Real-world example: Kubernetes pod log collector🔗

The kubernetes-pod-logs example shows a different kind of multi-service container: a dedicated log-collection pod that streams logs from other pods in a namespace via the Kubernetes API and forwards them to Filebeat — all running inside a single container supervised by vigild.

Architecture🔗

K8s API (/api/v1/namespaces/<ns>/pods/<pod>/log?follow=true&timestamps=true)
    ↓  one async task per pod, refreshed every 30 s
vigil-http-streamer --kubernetes  →  TCP 127.0.0.1:5170
    ↓
Filebeat  →  output.console (enriched JSON → container stdout)
    ↓
oc logs / kubectl logs  →  Elasticsearch / Loki / …

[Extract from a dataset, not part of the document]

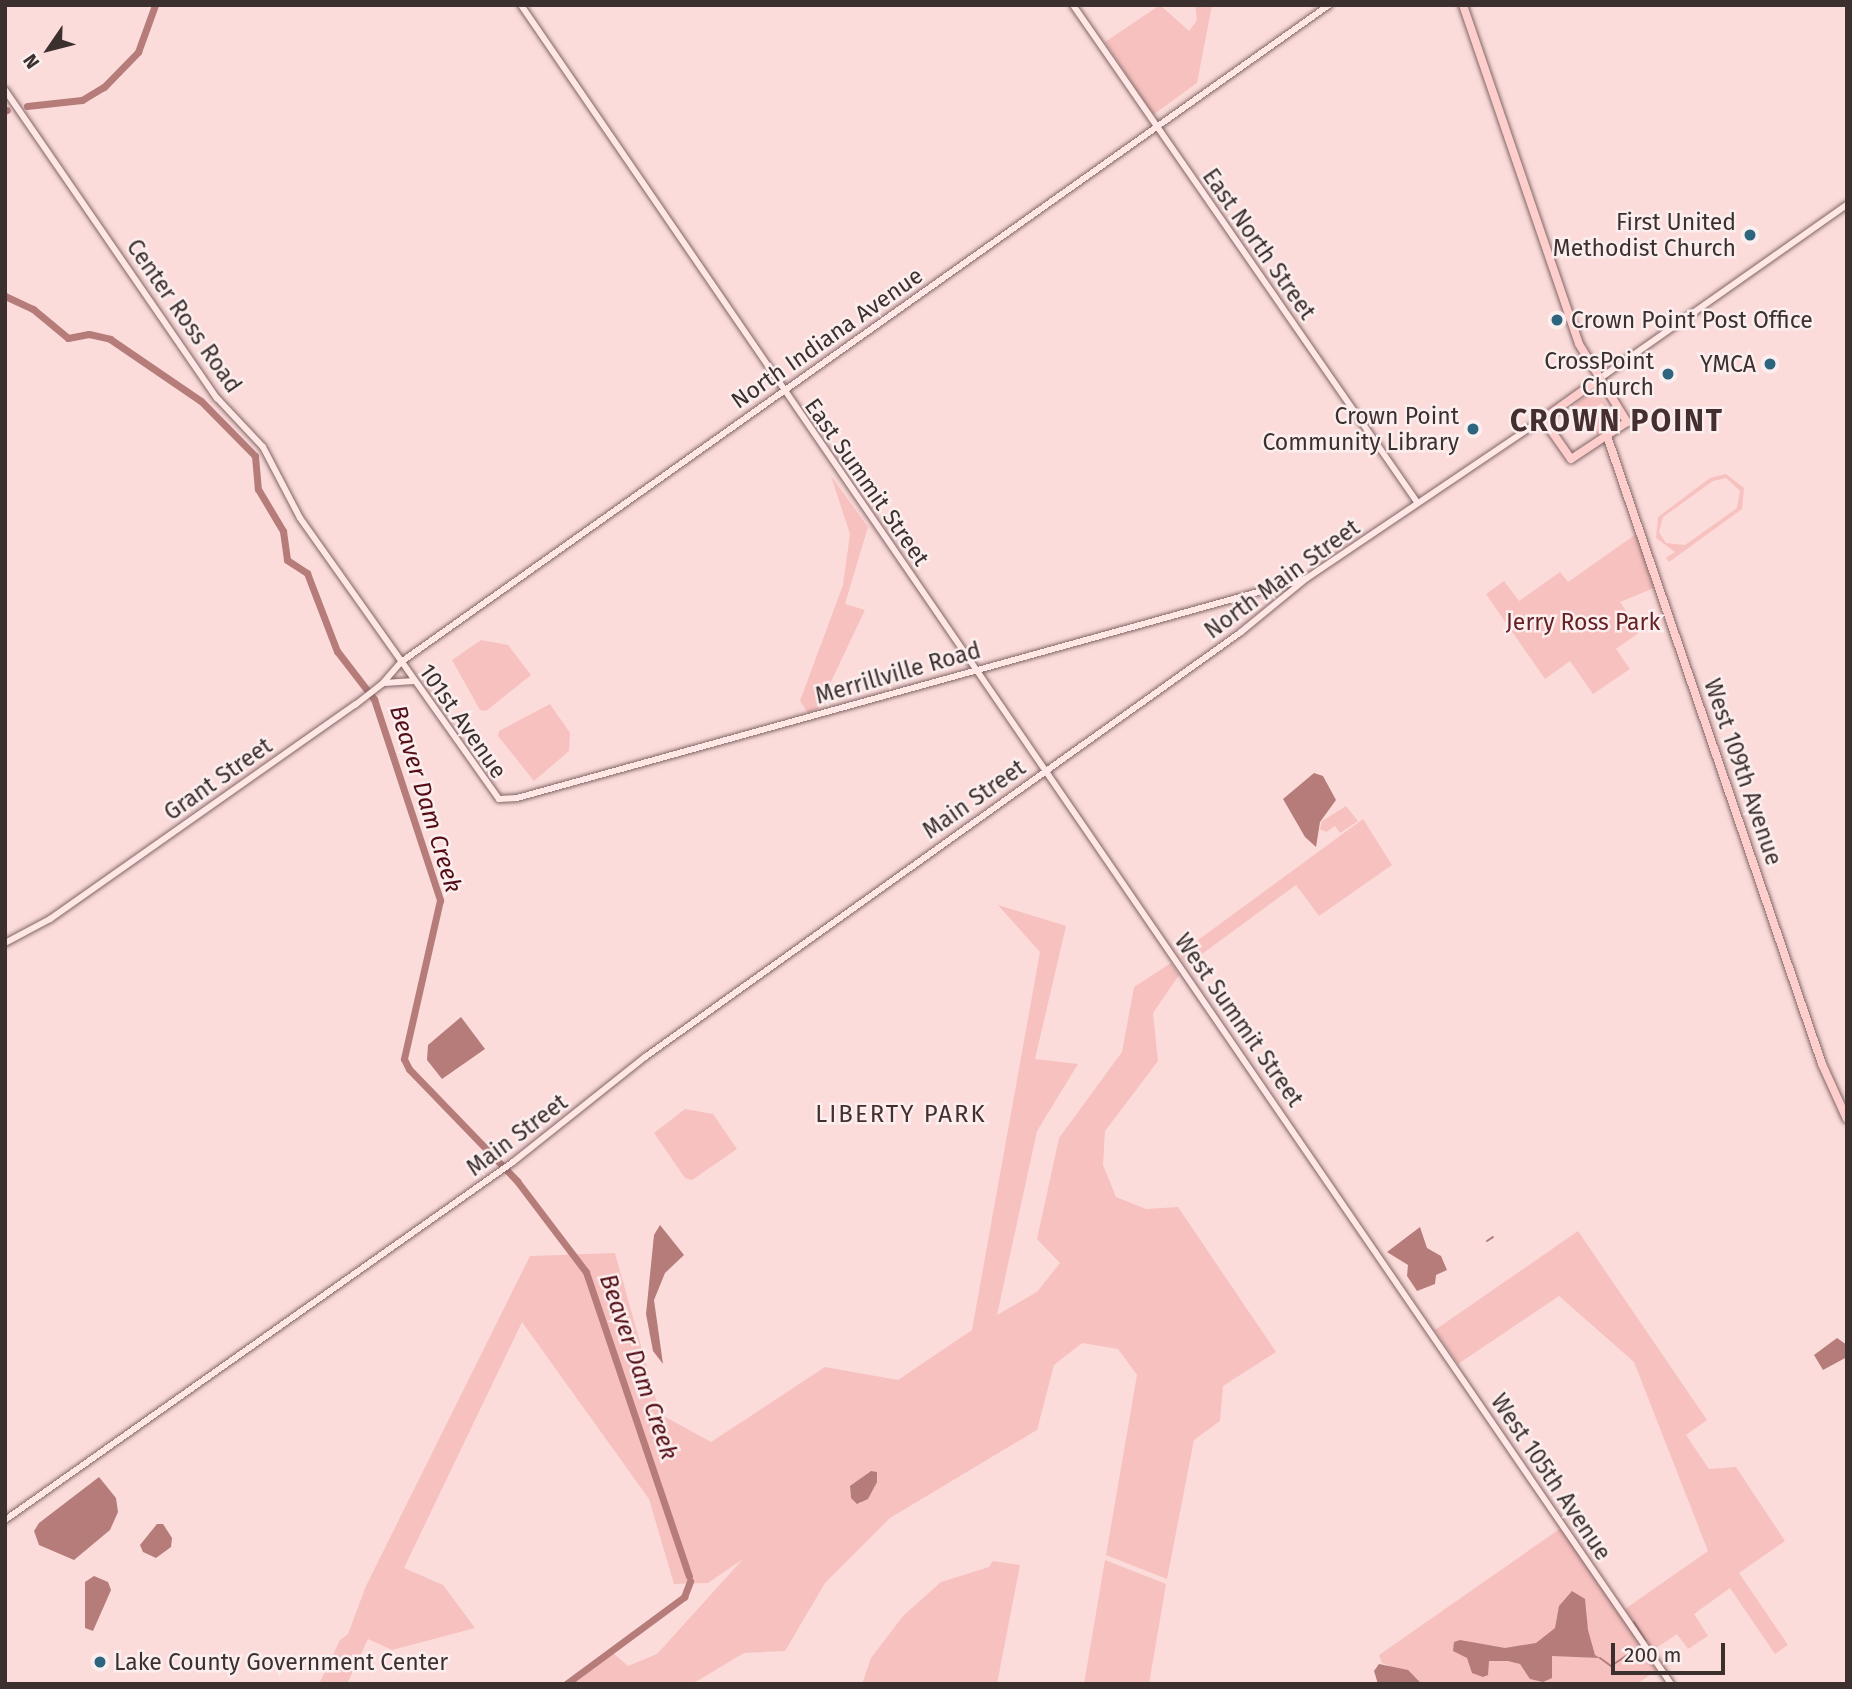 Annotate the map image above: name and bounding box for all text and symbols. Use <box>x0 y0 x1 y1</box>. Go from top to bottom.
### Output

vigild supervises both Filebeat and vigil-http-streamer with independent restart policies:

services:

  filebeat:
    command: >-
      sh -c 'mkdir -p /tmp/fb-data && filebeat run
      --strict.perms=false --path.data /tmp/fb-data
      -c /usr/share/filebeat/vigil-filebeat.yml 2>/dev/null'
    startup: enabled
    on-failure: restart
    backoff-delay: 2s
    backoff-factor: 2.0
    backoff-limit: 30s
    logs-forward: passthrough   # Filebeat's enriched JSON → container stdout

  pod-log-collector:
    command: /usr/local/bin/vigil-http-streamer --kubernetes
    startup: enabled
    # No `after: filebeat` needed — vigil-http-streamer reconnects to the TCP
    # sink with exponential backoff, so it can start independently.
    on-failure: restart
    backoff-delay: 5s
    backoff-factor: 2.0
    backoff-limit: 60s
    logs-forward: disabled     # status lines → ring buffer; inspect with vigil logs
    on-check-failure:
      pod-log-collector-alive: restart

Liveness via HTTP healthcheck🔗

vigil-http-streamer exposes a GET /healthz endpoint (default: 127.0.0.1:9091) that returns 200 ok while the watch loop is ticking and 503 stale if no tick has been received within --healthcheck-max-age seconds (default 90 s = 3× the default WATCH_INTERVAL). vigild polls it directly — no shell, no stat:

checks:
  pod-log-collector-alive:
    level: alive
    startup: enabled
    delay: 40s      # one full cycle + margin
    period: 30s
    timeout: 5s
    threshold: 2    # two consecutive 503s → restart
    http:
      url: http://127.0.0.1:9091/healthz

Collector status lines are available in the ring buffer — no noise in container stdout:

kubectl exec <pod> -- vigil logs -f pod-log-collector

Pod selection and configuration🔗

All tuning is done via environment variables in the Kubernetes Deployment so operators can configure the collector without rebuilding the image:

Variable	Default	Description
`NAMESPACE`	`default`	Namespace to watch
`POD_SELECTOR`	(all pods)	Label selector, e.g. `app=myapp`
`WATCH_INTERVAL`	`30`	Seconds between pod-list refreshes
`TCP_SINK_HOST`	`127.0.0.1`	TCP sink host
`TCP_SINK_PORT`	`5170`	TCP sink port

Output format🔗

Each log event includes pod and namespace metadata added by the collector:

{
  "@timestamp": "2026-03-18T22:21:27Z",
  "namespace": "zzz-test-build",
  "pod": "caddyv2-upload-59467fcd98-gbtn5",
  "stream": "stdout",
  "timestamp": "2026-02-24T09:55:09.369012248Z",
  "message": "{\"level\":\"info\",\"ts\":1771926909.37,...}",
  "collector": "filebeat"
}

OpenShift compatibility🔗

OpenShift runs containers as a non-root random UID and mounts /run as a fresh root-owned tmpfs at runtime — any chmod 777 applied in the image layer is silently lost. The image therefore uses:

WORKDIR /tmp — world-writable, survives runtime
--socket /tmp/vigild.sock — avoids root-owned /run/
chmod 644 on the Filebeat config — readable by any UID
--path.data /tmp/fb-data — Filebeat writes its registry to /tmp

An OpenShift ImageStream trigger is included in k8s/deployment.yaml so oc start-build automatically rolls the Deployment when the image is updated.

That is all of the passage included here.